Records from a data source
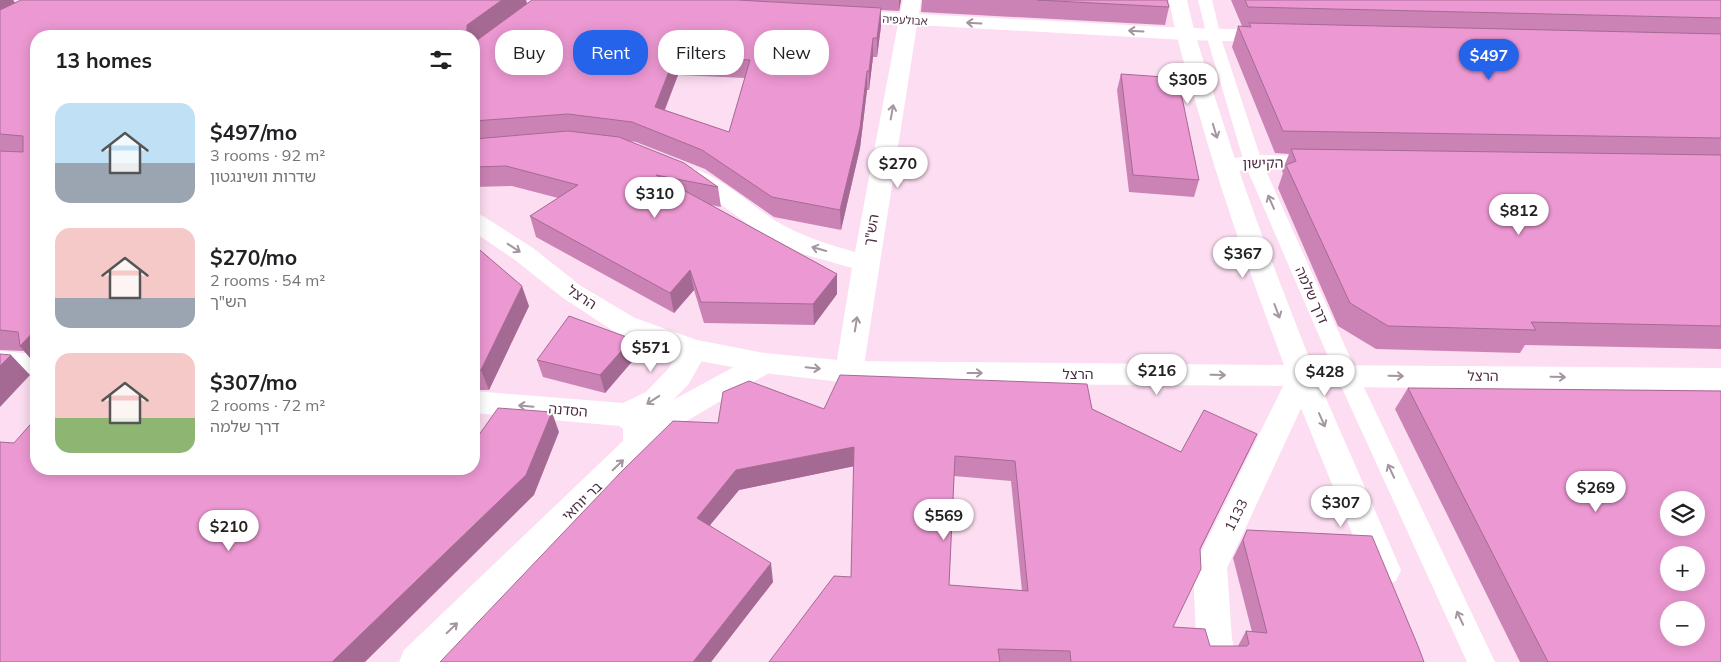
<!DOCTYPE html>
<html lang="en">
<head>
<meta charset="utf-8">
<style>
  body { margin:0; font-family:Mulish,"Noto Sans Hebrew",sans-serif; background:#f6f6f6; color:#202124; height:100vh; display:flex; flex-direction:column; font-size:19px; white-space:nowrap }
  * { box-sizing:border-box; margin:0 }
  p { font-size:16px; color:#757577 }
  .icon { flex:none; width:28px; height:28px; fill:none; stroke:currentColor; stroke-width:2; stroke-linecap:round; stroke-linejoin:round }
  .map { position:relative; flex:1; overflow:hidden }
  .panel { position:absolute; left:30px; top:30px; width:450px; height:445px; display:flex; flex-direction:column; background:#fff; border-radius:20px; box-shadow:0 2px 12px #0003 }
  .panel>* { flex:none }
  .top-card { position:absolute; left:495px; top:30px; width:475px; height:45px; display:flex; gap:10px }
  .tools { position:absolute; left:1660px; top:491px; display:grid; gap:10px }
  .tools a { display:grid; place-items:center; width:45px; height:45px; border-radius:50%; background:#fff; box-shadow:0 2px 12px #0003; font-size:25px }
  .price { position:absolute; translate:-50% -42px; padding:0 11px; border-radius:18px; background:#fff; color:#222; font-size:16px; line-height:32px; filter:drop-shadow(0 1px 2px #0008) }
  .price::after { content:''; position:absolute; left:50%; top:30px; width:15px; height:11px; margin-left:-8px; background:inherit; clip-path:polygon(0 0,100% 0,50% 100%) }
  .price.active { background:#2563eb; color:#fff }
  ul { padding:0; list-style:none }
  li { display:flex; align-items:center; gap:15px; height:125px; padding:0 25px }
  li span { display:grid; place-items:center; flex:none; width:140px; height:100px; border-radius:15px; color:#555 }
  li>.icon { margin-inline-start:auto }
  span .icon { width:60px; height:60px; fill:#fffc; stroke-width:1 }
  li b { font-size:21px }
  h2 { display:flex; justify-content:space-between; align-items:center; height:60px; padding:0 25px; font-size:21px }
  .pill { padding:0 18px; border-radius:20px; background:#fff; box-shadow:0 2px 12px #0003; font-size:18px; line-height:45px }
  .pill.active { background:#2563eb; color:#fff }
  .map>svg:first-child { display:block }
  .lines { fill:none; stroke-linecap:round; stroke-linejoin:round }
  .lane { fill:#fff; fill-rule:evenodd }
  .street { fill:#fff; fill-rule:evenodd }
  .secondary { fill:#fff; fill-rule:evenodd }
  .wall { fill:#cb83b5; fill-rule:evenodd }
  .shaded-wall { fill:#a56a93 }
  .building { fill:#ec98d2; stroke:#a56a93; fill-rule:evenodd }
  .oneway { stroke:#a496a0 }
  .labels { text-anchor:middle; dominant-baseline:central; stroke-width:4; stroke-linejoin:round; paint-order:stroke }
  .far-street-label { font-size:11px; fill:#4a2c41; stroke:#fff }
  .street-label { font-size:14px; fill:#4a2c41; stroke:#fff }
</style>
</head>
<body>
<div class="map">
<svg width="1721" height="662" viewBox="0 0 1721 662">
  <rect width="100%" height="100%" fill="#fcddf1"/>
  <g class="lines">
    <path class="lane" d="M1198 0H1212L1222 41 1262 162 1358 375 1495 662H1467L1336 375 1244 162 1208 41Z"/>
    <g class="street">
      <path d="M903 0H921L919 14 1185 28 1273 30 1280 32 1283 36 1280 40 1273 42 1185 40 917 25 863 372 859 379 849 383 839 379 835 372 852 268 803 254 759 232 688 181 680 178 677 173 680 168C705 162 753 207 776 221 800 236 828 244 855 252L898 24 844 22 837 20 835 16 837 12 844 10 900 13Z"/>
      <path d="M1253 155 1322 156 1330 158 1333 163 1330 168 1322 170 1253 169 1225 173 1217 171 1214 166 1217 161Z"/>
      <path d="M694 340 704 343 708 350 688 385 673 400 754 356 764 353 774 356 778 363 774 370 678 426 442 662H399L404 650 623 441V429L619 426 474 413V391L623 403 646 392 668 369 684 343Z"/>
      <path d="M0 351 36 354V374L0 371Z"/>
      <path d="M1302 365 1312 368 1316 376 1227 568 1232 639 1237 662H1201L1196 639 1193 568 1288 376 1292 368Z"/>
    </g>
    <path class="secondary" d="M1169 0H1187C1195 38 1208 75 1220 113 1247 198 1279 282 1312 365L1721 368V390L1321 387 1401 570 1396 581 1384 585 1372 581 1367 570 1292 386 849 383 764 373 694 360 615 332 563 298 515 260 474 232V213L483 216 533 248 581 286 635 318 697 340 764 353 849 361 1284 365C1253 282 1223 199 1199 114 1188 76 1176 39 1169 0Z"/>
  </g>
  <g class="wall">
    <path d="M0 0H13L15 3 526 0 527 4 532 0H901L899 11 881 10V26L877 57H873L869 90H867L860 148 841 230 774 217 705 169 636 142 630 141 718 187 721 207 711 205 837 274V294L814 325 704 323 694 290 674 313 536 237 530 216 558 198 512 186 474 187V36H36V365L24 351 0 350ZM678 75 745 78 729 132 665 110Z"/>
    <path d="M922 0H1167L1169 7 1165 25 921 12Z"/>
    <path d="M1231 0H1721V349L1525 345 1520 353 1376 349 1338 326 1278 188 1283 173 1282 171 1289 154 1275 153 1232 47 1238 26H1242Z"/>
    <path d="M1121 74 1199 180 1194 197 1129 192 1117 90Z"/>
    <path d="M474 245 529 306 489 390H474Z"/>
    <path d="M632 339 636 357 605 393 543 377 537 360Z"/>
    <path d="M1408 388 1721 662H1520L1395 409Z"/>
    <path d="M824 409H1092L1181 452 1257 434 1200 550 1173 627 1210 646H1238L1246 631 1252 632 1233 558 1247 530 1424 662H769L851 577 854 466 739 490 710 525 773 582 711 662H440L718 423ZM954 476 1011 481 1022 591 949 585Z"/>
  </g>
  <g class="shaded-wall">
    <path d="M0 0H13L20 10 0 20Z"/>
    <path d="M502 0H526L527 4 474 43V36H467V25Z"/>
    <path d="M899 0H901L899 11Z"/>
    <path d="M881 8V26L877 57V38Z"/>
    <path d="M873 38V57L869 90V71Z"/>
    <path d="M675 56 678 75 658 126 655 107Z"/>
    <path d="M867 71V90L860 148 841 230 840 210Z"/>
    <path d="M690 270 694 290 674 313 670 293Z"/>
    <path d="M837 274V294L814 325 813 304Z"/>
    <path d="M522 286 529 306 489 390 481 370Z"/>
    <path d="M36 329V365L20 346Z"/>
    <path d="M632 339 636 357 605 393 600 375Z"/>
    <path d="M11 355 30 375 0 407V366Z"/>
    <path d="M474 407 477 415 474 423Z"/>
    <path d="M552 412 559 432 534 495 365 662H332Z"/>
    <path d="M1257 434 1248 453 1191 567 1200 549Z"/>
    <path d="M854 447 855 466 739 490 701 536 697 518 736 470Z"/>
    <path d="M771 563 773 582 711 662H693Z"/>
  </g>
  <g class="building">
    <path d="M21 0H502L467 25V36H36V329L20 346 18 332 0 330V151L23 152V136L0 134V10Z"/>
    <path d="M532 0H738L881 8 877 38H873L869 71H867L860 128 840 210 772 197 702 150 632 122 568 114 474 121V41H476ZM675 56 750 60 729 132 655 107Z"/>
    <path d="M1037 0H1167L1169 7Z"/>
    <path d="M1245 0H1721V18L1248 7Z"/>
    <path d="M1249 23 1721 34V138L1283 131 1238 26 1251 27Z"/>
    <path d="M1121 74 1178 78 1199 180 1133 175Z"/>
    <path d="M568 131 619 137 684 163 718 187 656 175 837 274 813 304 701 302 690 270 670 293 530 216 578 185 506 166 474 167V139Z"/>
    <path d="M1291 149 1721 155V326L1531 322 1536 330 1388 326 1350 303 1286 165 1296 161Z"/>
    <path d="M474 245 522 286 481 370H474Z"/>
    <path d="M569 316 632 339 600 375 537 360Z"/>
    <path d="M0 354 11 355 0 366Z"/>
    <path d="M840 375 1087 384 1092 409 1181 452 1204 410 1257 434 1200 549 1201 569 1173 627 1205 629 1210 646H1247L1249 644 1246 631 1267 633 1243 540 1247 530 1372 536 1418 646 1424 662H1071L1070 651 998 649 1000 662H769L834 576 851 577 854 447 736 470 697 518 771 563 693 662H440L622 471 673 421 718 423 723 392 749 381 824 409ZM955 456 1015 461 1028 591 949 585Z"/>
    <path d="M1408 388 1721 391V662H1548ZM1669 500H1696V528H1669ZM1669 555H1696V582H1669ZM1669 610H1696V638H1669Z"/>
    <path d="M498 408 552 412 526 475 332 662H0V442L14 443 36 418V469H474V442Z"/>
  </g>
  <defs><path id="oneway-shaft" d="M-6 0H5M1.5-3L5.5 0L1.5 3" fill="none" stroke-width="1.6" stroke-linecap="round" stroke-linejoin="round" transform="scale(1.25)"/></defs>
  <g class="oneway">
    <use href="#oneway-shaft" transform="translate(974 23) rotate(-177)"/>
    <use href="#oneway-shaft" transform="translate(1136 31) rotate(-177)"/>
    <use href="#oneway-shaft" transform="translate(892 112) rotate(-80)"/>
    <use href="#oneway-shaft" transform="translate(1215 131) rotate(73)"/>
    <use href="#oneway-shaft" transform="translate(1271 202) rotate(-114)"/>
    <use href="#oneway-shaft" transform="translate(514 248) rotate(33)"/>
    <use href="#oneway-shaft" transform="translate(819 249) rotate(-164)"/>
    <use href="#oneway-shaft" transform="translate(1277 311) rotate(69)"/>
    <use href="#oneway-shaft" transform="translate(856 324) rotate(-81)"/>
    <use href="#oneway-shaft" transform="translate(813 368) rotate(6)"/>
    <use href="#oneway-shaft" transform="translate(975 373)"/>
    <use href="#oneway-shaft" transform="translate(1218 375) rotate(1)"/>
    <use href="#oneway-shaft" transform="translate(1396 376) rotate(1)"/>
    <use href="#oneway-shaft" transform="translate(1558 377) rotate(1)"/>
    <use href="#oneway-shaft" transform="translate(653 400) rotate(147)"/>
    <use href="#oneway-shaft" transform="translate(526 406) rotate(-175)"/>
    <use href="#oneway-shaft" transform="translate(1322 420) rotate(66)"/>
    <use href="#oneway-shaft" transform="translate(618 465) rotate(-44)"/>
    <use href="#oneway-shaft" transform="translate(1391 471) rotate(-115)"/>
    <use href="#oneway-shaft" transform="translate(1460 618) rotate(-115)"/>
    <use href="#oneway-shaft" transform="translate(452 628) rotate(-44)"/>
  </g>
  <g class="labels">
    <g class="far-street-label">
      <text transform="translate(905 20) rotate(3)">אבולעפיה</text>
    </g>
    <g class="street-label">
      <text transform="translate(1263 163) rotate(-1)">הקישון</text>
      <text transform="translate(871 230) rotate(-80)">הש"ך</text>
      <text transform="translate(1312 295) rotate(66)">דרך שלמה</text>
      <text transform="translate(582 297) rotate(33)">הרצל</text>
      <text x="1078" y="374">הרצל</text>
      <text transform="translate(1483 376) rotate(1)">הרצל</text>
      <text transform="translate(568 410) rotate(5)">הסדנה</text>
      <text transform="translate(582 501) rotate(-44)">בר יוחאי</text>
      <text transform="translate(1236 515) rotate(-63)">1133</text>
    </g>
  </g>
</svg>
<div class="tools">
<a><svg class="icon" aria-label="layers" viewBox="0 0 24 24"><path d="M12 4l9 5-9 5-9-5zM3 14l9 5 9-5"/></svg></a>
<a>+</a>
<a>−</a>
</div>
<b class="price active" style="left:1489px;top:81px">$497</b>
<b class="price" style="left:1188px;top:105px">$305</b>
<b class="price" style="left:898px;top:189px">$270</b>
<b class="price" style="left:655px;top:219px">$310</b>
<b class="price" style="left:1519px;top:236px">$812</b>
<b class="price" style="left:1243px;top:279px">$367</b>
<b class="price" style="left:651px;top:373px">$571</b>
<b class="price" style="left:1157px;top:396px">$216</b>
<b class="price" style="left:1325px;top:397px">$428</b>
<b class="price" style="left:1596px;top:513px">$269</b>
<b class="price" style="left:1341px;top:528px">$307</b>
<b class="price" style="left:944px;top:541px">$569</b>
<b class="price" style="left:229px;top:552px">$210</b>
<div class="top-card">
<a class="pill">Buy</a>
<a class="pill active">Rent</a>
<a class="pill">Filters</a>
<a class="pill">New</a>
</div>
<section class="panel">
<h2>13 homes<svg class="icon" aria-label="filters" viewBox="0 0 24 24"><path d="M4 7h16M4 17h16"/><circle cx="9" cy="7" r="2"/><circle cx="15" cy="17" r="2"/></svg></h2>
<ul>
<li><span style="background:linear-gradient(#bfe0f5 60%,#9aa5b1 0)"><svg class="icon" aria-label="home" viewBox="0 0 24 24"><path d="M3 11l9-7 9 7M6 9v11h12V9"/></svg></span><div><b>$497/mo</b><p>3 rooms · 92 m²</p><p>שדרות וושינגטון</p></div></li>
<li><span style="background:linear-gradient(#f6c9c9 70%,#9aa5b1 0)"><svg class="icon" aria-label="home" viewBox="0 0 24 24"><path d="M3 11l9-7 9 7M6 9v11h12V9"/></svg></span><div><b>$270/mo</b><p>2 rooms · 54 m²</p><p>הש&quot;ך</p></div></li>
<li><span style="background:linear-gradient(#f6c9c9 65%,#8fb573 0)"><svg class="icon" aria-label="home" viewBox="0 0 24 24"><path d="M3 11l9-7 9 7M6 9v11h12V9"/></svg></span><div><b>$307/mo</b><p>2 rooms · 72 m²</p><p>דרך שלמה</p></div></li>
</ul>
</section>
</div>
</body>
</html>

• _Your goal_
Transcribe exactly, please, the lines between the start of the records above and the line holding "position:absolute; translate:-50% -42px;", counting both of those lines and omitting pictures.

• _Solution to this task_
<!DOCTYPE html>
<html lang="en">
<head>
<meta charset="utf-8">
<style>
  body { margin:0; font-family:Mulish,"Noto Sans Hebrew",sans-serif; background:#f6f6f6; color:#202124; height:100vh; display:flex; flex-direction:column; font-size:19px; white-space:nowrap }
  * { box-sizing:border-box; margin:0 }
  p { font-size:16px; color:#757577 }
  .icon { flex:none; width:28px; height:28px; fill:none; stroke:currentColor; stroke-width:2; stroke-linecap:round; stroke-linejoin:round }
  .map { position:relative; flex:1; overflow:hidden }
  .panel { position:absolute; left:30px; top:30px; width:450px; height:445px; display:flex; flex-direction:column; background:#fff; border-radius:20px; box-shadow:0 2px 12px #0003 }
  .panel>* { flex:none }
  .top-card { position:absolute; left:495px; top:30px; width:475px; height:45px; display:flex; gap:10px }
  .tools { position:absolute; left:1660px; top:491px; display:grid; gap:10px }
  .tools a { display:grid; place-items:center; width:45px; height:45px; border-radius:50%; background:#fff; box-shadow:0 2px 12px #0003; font-size:25px }
  .price { position:absolute; translate:-50% -42px; padding:0 11px; border-radius:18px; background:#fff; color:#222; font-size:16px; line-height:32px; filter:drop-shadow(0 1px 2px #0008) }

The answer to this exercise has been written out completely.